By Personal Investing Team

15 April 2019

If you’re uncertain what’s best for your savings, investments and pensions, it might be a good idea to consult a professional financial adviser but finding one can be a challenge.

There are over 5,000 firms and around 26,000 individual advisers in the UK* so how do you go about finding one that’s right for you? There’s no short cut but here are ten simple pointers to help you


  • Try asking family and friends for recommendations.
  • Visit for a list of authorised financial advisers in your area.
  • Check out websites and any reviews and testimonials.
  • Pick a shortlist of 3-5 that appeal to you most and check they’re authorised with the Financial Conduct Authority before you go any further
  • Arrange a telephone appointment when you can outline your situation and discuss how they might help you.
  • Arrange a face to face appointment. Ideally visit their offices so you can get a sense of their company culture. Anything too flash might ring alarm bells but anything too grubby might suggest they’re not particularly popular or successful. You want to find some middle ground.
  • Ask them how they make their money. Is it on an hourly fee basis or a percentage of the money invested? Or both? Are they paid commission by fund managers on certain funds? The average hourly fee is £150 according to the Money Advice Service (now part of Money and Pensions Service).
  • Find out which particular adviser would be allocated to you. Check that they’re professionally qualified. You want a minimum of Diploma or Advanced Diploma in Financial Planning and ideally a Chartered or Certified Financial Planner.
  • Find out what you get for your money and how and when you start paying.
  • Don’t be afraid to walk away if they don’t feel right for you. It’s important to find someone you get along with, that you can trust to give good advice and help you make the most of your money.

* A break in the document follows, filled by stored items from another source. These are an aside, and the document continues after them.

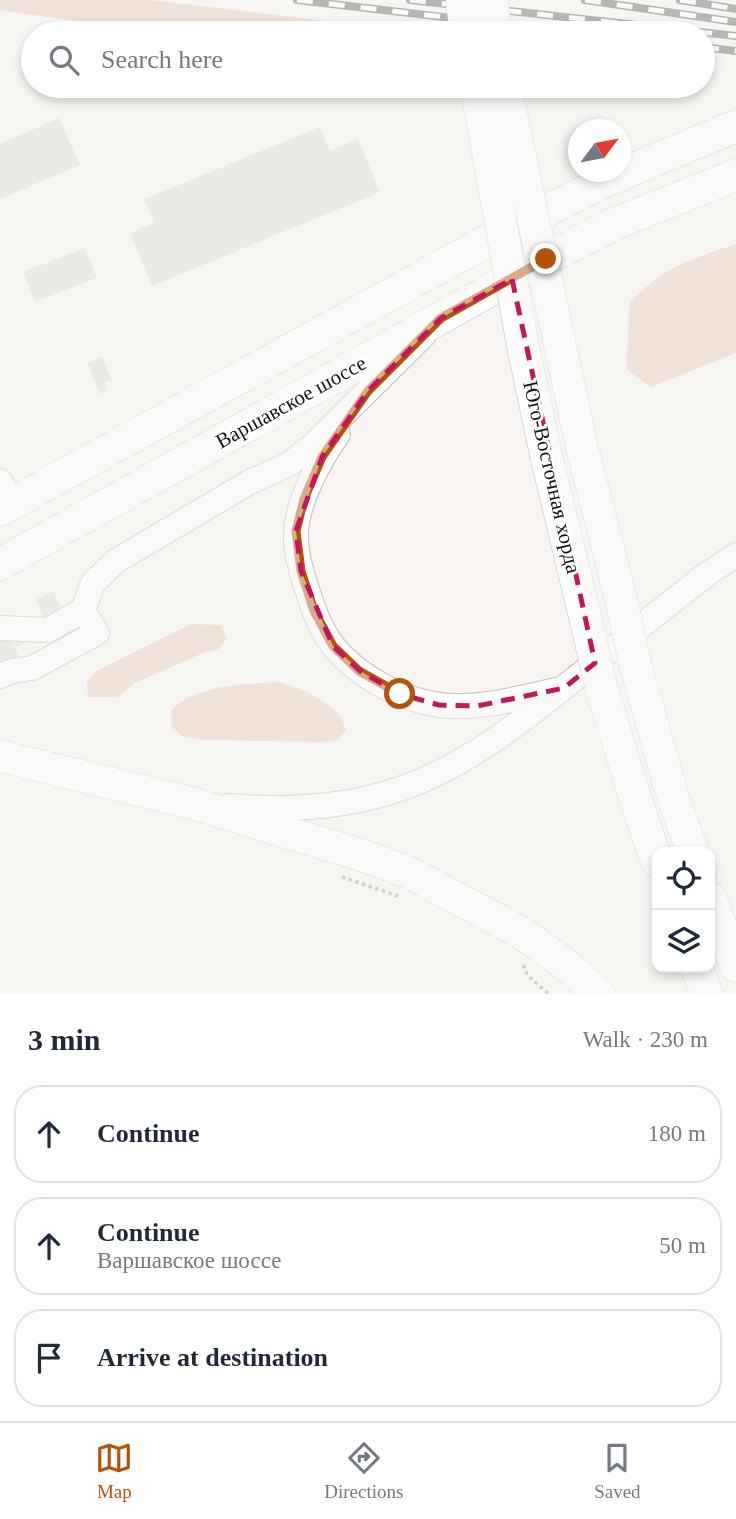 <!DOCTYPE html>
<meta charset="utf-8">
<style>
body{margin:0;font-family:Georgia,serif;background:#f6f6f7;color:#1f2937}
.controls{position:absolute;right:21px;bottom:21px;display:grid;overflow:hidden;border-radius:14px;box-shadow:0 4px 10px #0003}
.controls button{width:63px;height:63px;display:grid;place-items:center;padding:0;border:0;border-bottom:2px solid #e0e1e3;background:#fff;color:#1f2937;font:35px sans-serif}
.compass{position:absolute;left:568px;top:119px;width:63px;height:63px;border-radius:50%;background:#fff;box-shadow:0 4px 10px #0003;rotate:58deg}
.stop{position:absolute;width:21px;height:21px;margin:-16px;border:5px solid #b45309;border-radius:50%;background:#fff}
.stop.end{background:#b45309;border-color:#fff;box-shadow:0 2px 7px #0008}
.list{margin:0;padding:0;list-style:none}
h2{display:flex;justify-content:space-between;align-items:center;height:91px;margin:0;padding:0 28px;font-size:30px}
h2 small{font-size:23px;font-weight:400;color:#747a83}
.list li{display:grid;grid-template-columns:46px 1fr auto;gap:21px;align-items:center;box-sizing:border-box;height:98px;margin:0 14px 14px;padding:0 14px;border:2px solid #e0e1e3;border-radius:28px}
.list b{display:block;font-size:26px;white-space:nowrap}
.list p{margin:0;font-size:23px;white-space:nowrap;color:#747a83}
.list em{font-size:23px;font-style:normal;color:#747a83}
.icon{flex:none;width:38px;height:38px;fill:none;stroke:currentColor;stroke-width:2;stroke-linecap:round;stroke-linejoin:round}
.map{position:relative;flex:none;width:736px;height:994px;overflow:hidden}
.search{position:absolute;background:#fff;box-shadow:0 4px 10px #0003;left:21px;right:21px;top:21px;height:77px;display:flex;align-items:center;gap:18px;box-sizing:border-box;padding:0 24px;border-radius:38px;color:#747a83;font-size:26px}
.sheet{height:427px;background:#fff}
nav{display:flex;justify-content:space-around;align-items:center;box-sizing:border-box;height:98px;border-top:2px solid #e0e1e3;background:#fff;font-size:19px;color:#747a83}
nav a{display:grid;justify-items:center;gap:4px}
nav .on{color:#b45309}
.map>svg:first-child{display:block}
</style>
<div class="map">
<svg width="736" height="994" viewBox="0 0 736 994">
<rect width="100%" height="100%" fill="#f8f5f3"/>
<path fill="#e9cbbd" d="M0 0H150L336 22 351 33H156L0 10Z
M736 244V353L651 387 626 369 630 302C666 266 688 260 736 244Z
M191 624 221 625 227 639 217 650 203 653 135 683 118 697H88L87 682 96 671Z
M279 682C299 687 325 699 340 715 343 719 344 726 346 731L336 741 321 742 204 740 182 736 171 726V710C201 683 241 685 279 682Z"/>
<path fill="#dedbda" d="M59 118 80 165 0 199V144Z
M320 127 330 151 358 139 380 192 152 286 130 233 154 223 144 199Z
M85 248 97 278 35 302 23 272Z
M102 357 112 380 105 383 108 391 100 394 87 363Z
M54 591 76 644 58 651 50 632 15 647 8 631 43 616 36 599Z
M0 636H9L21 662 0 671Z"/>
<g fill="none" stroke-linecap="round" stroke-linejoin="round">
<defs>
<path id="minor" d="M338 434C320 460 298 499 296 532 295 550 301 572 307 589 313 609 321 631 334 647 359 677 401 700 440 705 479 710 519 698 556 690
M0 481 13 503
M0 628 48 630 83 610 93 583 116 561 248 483 289 464 311 447 423 336
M0 676 12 671 32 668 97 633 83 610
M229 806C288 811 353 807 408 786 474 761 527 717 582 673 623 640 665 607 707 574L736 555"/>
<path id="major" d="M582 448 620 595
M546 455 585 617
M0 510 496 236 610 179 736 126
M0 564 546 259 616 223 736 175
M636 667 675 804 693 852
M602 690 640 813 657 861
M0 756 195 804 364 856 408 872 522 933 565 964 599 994
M710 898 736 966
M697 968 707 994"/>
</defs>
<use href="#minor" stroke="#c0bcbb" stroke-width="26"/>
<use href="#major" stroke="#c0bcbb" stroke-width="33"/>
<path stroke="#a5a2a1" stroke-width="3.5" stroke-dasharray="3.5 3.5" stroke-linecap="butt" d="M342 877 401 897
M523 965 528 976 549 994"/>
<use href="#minor" stroke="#fff" stroke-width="24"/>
<use href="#major" stroke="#fff" stroke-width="32"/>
<defs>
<path id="rail" d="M297 0 582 33
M410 0 736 36
M585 0 736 22
M680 0 736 9
M703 47 736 51"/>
</defs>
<use href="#rail" stroke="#6b6968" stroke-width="8"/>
<use href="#rail" stroke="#fff" stroke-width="5" stroke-dasharray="16" stroke-linecap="butt"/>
<defs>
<path id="major-bridge" d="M462 0 466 33
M492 0 495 33
M476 86 523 346 546 455
M505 86 582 448
M620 595 636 667
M585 617 602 690"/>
</defs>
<use href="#major-bridge" stroke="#c0bcbb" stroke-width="33" stroke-linecap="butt"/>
<use href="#major-bridge" stroke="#fff" stroke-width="32"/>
</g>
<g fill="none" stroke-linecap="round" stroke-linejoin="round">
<path stroke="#b45309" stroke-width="9" d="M400 694 359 671 333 646 314 611 301 571 296 531 304 499 322 457 368 391 441 318 546 259"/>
</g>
<path d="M0 0H736V994H0ZM512 279 595 663 564 688 477 706 439 705 400 694 360 671 333 646 301 571 296 531 322 457 368 391 441 318Z" fill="#f8f5f3" fill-opacity=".55" fill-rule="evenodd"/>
<path fill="none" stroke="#c2185b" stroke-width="5" stroke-dasharray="14 9" stroke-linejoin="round" d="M512 279 595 663 564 688 477 706 439 705 400 694 360 671 333 646 301 571 296 531 322 457 368 391 441 318Z"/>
<g text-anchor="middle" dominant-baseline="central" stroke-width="6" stroke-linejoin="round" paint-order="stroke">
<g font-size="21" fill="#131211" stroke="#fff">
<text transform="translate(291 402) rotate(-29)">Варшавское шоссе</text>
<text transform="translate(552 477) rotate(77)">Юго-Восточная хорда</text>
</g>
</g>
</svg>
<div class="controls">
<button><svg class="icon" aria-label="locate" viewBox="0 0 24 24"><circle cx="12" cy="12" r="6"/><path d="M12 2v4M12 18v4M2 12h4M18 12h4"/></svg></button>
<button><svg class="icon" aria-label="layers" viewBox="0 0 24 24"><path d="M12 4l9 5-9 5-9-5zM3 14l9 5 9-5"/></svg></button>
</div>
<svg class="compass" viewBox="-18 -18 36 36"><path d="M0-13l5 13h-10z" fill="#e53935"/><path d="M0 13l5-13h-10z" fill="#747a83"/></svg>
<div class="stop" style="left:400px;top:694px"></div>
<div class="stop end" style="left:546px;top:259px"></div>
<div class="search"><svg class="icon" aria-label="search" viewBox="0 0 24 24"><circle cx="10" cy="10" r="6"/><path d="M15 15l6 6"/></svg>Search here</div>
</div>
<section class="sheet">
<h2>3 min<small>Walk · 230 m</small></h2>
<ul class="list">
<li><svg class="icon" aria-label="ahead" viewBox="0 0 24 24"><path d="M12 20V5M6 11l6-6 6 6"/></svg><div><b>Continue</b></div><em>180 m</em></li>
<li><svg class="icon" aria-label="ahead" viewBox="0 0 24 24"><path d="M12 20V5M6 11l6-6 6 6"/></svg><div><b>Continue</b><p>Варшавское шоссе</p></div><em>50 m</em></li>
<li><svg class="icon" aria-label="arrive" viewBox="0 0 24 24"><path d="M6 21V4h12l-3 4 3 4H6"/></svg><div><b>Arrive at destination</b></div></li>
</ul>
</section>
<nav>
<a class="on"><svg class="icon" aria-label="map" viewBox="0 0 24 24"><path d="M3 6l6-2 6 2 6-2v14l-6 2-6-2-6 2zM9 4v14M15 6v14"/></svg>Map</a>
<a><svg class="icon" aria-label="directions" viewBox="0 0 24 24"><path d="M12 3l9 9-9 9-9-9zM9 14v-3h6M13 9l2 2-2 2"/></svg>Directions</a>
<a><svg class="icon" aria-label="saved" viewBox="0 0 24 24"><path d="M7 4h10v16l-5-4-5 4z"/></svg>Saved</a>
</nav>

Most advisers will offer a free consultation which is your chance to get to know them and it’s their chance to understand your personal circumstances and your financial objectives. They’ll want to do a full fact find to understand where you are with pensions, savings and investments, mortgages, insurance and debt. This enables them to provide a report outlining their recommendations. Don’t be afraid to challenge their thinking and ask for further explanation if you need it. If you’re not convinced, don’t go any further. It’s not the time to be making mistakes.

Here are some things you should look for:

  • Honesty and integrity
  • Openness and transparency
  • Professionalism, knowledge and experience

Above all else, look for someone you can trust and get along with. Good financial planning is a long-term business.

Risk warning

Please remember the value of your investment and any income from it may fall as well as rise and is not guaranteed. You may get back less than you invest . Tax rules for ISAs may change in the future and their tax advantages depend on your individual circumstances.

Please note the information, data and any references in this article were accurate at the time of writing. Please check the date of the content if you’re looking for up to date investment commentary or tax-year related information.